■ DATA EXTRACTS:
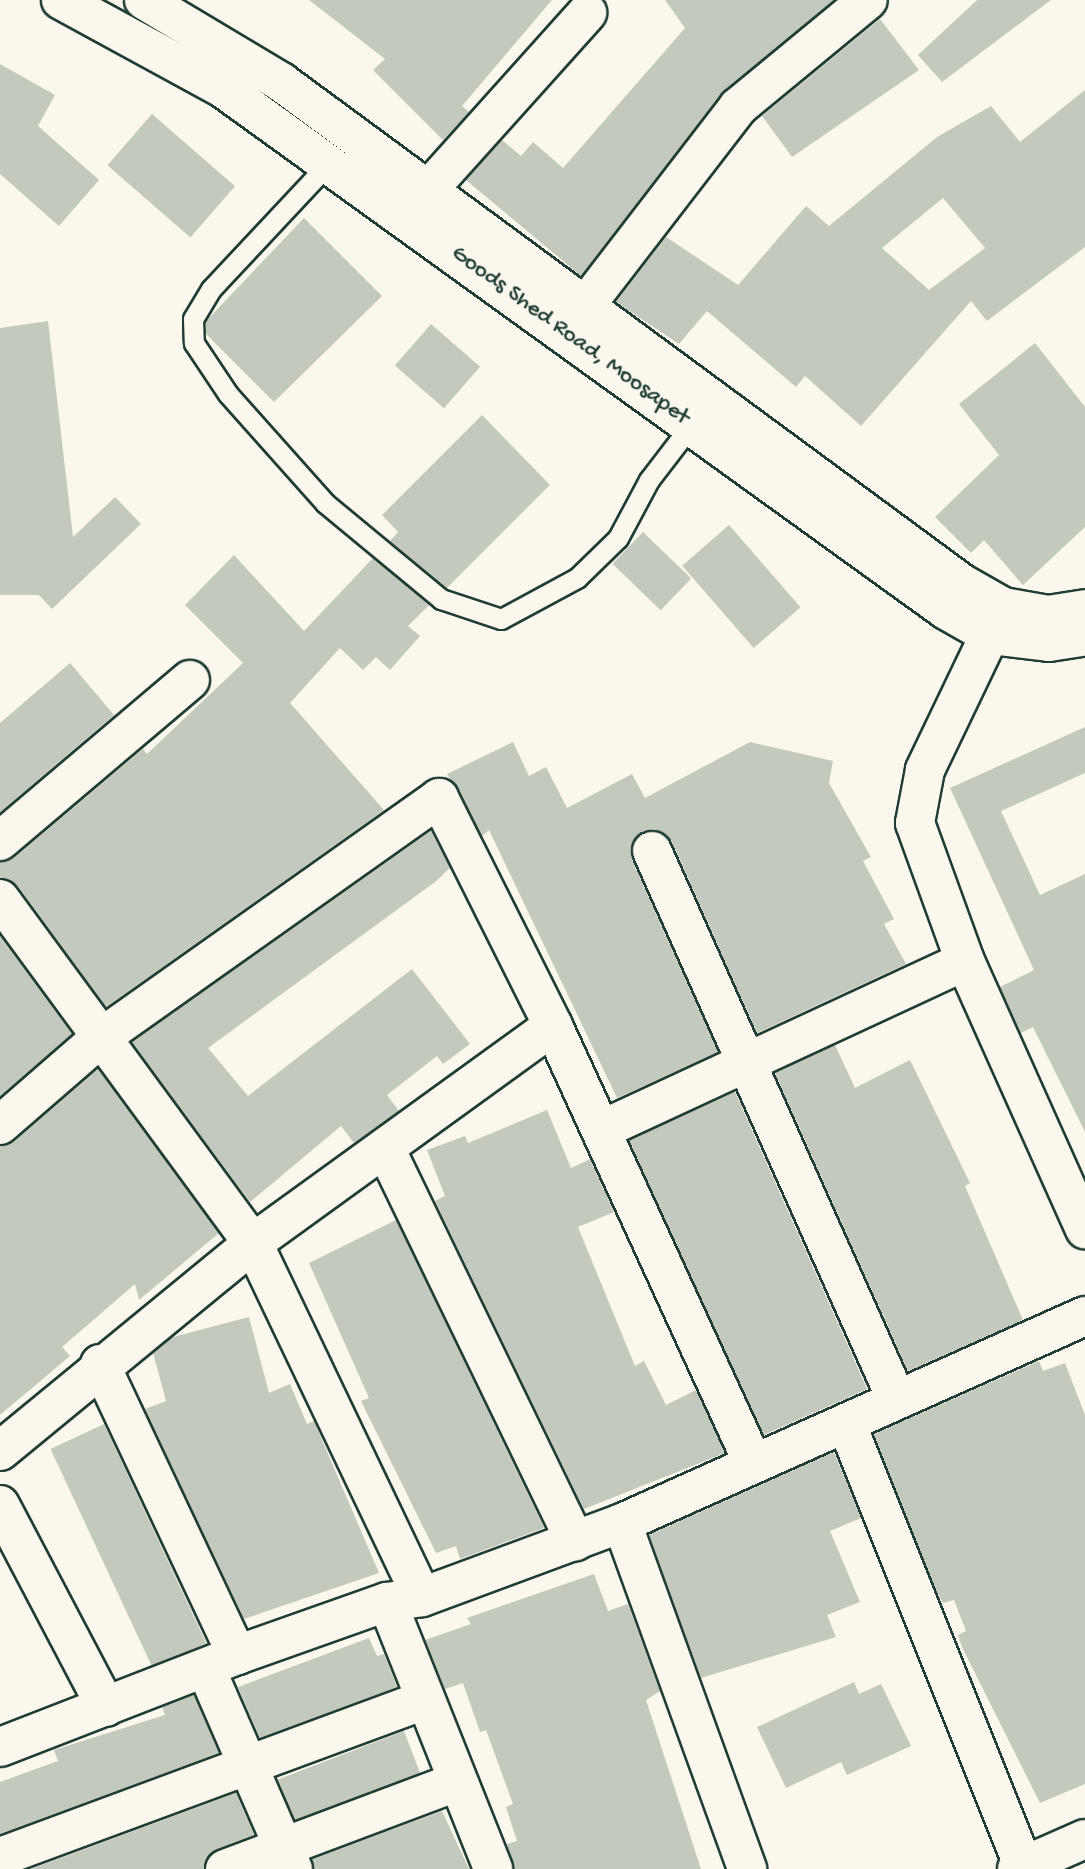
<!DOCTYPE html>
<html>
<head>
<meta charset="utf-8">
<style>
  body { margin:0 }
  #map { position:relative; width:1085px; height:1869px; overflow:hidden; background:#fbf7ec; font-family:"Gochi Hand",sans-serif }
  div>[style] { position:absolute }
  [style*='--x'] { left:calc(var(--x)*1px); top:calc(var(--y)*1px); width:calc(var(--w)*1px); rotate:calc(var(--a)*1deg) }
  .building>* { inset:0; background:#c4c9be; transform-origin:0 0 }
  .roads { filter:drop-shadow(2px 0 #1f3d34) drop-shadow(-2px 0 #1f3d34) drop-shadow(0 2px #1f3d34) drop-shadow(0 -2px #1f3d34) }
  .lane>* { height:19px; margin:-9.5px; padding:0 9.5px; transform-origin:9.5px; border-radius:9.5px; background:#fbf7ec }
  .street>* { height:38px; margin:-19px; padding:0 19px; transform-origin:19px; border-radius:19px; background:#fbf7ec }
  .secondary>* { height:38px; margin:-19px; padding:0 19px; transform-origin:19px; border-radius:19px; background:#fbf7ec }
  span { translate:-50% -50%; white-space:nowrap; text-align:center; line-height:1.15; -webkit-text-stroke:7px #fbf7ec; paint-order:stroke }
  .street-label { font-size:24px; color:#1f3d34 }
</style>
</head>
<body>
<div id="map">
  <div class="building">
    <i style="clip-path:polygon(309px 0,552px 0,462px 106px,469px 112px,443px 140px,373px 70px,385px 59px)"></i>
    <i style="clip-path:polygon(665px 0,834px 0,721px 94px,581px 276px,466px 180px,502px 140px,521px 156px,533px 142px,563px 168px,685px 28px)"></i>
    <i style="clip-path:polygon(977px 0,1051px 0,942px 82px,918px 55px)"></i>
    <i style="clip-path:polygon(880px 19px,919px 70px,792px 157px,762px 116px)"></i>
    <i style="clip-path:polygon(0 64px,55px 95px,38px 126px,99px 180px,59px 226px,0 174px)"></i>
    <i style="clip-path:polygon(evenodd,1085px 90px,1085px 247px,987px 321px,971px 301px,861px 426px,805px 376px,796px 387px,707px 311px,679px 344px,616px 302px,666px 237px,738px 285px,806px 206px,829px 226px,937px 137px,991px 106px,1020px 142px,1085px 90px,943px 198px,985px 248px,929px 290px,882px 248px,943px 198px)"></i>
    <i style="left:152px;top:114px;width:110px;height:68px;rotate:41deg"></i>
    <i style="clip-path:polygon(304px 218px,382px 296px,274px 402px,206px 334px,205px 322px)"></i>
    <i style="clip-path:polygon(48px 321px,73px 537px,115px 497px,141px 524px,52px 609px,39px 595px,0 595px,0 328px)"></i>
    <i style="left:431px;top:324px;width:65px;height:55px;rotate:41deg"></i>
    <i style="clip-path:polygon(1035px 343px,1085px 407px,1085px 527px,1023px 585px,984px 540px,971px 553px,935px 517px,999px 455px,959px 404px)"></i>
    <i style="clip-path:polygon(482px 415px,550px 485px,447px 588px,390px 541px,398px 532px,382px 515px)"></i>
    <i style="left:729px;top:525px;width:109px;height:62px;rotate:49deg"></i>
    <i style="left:643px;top:532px;width:67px;height:44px;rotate:44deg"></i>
    <i style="clip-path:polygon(234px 555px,304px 631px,373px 558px,429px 605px,408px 626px,420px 636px,390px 670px,376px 657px,363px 670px,340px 648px,290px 703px,384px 810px,106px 1007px,18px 886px,0 878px,0 862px,14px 858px,143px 749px,147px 754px,243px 663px,185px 605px)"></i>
    <i style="clip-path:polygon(70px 663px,114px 715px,0 812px,0 723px)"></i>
    <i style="clip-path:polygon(1085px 727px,1085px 773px,1001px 811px,1040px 895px,1085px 874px,1085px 1132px,1033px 1027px,1021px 1033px,1000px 987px,1034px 970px,950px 788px)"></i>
    <i style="clip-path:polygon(513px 742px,529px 776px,546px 767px,567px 808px,632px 774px,645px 798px,750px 742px,833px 761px,829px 783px,871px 857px,863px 861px,894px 919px,884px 924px,906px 964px,757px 1033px,672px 842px,655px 829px,643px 831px,630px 848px,632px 860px,718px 1052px,617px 1098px,489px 830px,482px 836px,447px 774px)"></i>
    <i style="clip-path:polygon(431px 831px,450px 868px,435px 882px,208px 1048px,248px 1096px,412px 969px,470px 1044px,443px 1064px,437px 1056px,387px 1095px,399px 1111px,354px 1143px,341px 1126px,250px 1202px,132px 1042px)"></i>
    <i style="clip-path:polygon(0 936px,72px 1034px,0 1096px)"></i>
    <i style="clip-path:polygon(835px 1045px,855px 1088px,910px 1060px,970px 1183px,965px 1186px,1023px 1320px,908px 1371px,775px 1073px)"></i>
    <i style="clip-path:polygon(98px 1069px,219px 1233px,139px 1300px,135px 1284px,62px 1347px,70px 1356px,0 1415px,0 1146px,14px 1142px)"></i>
    <i style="left:735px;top:1092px;width:325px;height:116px;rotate:66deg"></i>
    <i style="clip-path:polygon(547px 1110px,571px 1168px,590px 1159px,614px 1212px,578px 1227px,635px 1366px,644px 1361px,666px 1405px,696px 1390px,725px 1453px,584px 1509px,435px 1201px,445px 1196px,427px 1150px,465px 1136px,468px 1143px)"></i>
    <i style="clip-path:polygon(396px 1220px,544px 1528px,460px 1559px,456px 1546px,436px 1553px,361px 1401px,369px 1398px,309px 1263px)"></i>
    <i style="clip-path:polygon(249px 1317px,269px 1393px,290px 1384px,307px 1424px,314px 1421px,379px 1573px,244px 1619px,145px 1409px,166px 1401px,153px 1353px,173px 1337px)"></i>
    <i style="clip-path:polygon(1039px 1361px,1043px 1371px,1065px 1363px,1085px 1415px,1085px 1784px,1040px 1803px,962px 1647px,958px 1635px,966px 1631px,954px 1600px,943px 1603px,935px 1588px,874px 1434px)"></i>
    <i style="left:104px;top:1424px;width:242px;height:59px;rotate:65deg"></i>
    <i style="clip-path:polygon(834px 1452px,861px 1518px,830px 1531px,860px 1602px,827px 1615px,836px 1637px,701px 1678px,649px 1535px)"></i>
    <i style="clip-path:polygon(594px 1574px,608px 1611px,628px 1604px,660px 1691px,646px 1700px,701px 1869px,514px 1869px,507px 1844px,517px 1841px,506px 1807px,513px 1804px,486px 1730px,480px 1732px,463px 1683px,445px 1689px,425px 1640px,471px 1624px,467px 1618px)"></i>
    <i style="clip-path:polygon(369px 1638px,377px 1656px,384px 1654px,397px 1687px,260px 1738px,238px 1687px)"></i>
    <i style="clip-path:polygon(854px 1682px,859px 1694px,881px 1684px,911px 1746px,847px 1775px,841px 1762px,786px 1788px,757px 1727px)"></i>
    <i style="clip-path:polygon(194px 1695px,219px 1753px,0 1834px,0 1782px,58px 1761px,54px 1750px,165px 1715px,162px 1707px)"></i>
    <i style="left:404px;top:1731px;width:45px;height:135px;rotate:69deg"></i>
    <i style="clip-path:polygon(236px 1793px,254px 1835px,217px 1849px,204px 1869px,31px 1869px)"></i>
    <i style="clip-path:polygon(442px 1811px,469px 1869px,314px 1869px,313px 1859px)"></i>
  </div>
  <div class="roads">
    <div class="lane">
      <i style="--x:329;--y:163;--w:173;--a:133.1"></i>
      <i style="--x:211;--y:289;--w:35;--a:121"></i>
      <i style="--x:193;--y:319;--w:24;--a:88"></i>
      <i style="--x:194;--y:343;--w:61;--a:56.3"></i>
      <i style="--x:228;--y:394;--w:146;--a:48.3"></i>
      <i style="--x:325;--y:503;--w:151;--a:39.6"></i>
      <i style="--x:441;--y:599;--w:63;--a:18.4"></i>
      <i style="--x:501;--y:619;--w:86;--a:-28.3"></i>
      <i style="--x:577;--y:578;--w:57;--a:-44.3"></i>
      <i style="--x:618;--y:538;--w:66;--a:-61.9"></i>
      <i style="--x:649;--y:480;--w:71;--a:-52.5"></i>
    </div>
    <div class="street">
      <i style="--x:429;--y:189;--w:237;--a:-48.1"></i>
      <i style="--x:565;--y:332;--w:284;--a:-52.4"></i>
      <i style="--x:738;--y:107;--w:168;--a:-39.5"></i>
      <i style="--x:1003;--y:607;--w:181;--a:115.6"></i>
      <i style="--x:925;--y:770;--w:54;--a:100.7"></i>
      <i style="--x:915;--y:823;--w:147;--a:70.1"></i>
      <i style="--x:965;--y:961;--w:294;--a:65.9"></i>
      <i style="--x:0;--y:841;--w:249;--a:-40.3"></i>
      <i style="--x:652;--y:851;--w:599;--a:65.96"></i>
      <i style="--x:0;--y:899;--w:427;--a:53.7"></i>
      <i style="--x:253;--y:1243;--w:392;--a:64.5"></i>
      <i style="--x:0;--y:1125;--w:131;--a:-41"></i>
      <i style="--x:99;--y:1039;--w:417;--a:-35.3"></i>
      <i style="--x:439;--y:798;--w:255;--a:63.4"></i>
      <i style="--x:553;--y:1026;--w:480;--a:65.4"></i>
      <i style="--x:601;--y:1130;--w:401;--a:-24.9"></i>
      <i style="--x:385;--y:1148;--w:437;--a:64.2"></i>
      <i style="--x:100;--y:1364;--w:322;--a:64.8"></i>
      <i style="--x:847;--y:1425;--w:475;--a:68.2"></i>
      <i style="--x:0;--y:1451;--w:328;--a:-39.4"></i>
      <i style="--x:253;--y:1243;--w:370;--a:-35.9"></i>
      <i style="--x:0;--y:1505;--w:228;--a:62.3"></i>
      <i style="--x:622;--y:1523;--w:368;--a:70.1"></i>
      <i style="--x:387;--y:1602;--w:287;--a:68.3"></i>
      <i style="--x:206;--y:1669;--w:218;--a:66.5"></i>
      <i style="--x:0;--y:1747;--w:254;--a:-21.2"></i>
      <i style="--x:237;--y:1655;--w:159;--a:-19.5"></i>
      <i style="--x:387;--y:1602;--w:35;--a:-8"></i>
      <i style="--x:422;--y:1597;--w:213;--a:-20.3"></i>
      <i style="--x:622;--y:1523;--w:507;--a:-24.09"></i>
      <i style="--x:0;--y:1857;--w:450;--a:-20.3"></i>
      <i style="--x:225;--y:1869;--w:248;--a:-20.6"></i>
      <i style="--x:1017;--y:1869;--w:74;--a:-23.8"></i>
    </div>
    <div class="secondary">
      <i style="--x:61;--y:0;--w:186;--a:28.6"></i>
      <i style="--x:224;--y:89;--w:890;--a:35.81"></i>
      <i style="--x:946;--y:610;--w:51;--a:29.6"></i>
      <i style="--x:990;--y:635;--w:59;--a:6.8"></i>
      <i style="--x:1049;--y:642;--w:36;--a:-9"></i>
      <i style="--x:144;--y:0;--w:160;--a:30.9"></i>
      <i style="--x:281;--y:82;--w:845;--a:36.38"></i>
      <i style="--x:961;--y:583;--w:48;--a:29.7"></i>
      <i style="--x:1003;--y:607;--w:46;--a:10.1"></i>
      <i style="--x:1048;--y:615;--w:37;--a:-9"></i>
    </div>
  </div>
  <div class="street-label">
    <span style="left:570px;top:336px;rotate:36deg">Goods Shed Road, Moosapet</span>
  </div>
</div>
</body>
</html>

■ TASK GOAL: If a line in the records includes the string "position", copy it.

■ TASK OUTPUT:
  #map { position:relative; width:1085px; height:1869px; overflow:hidden; background:#fbf7ec; font-family:"Gochi Hand",sans-serif }
  div>[style] { position:absolute }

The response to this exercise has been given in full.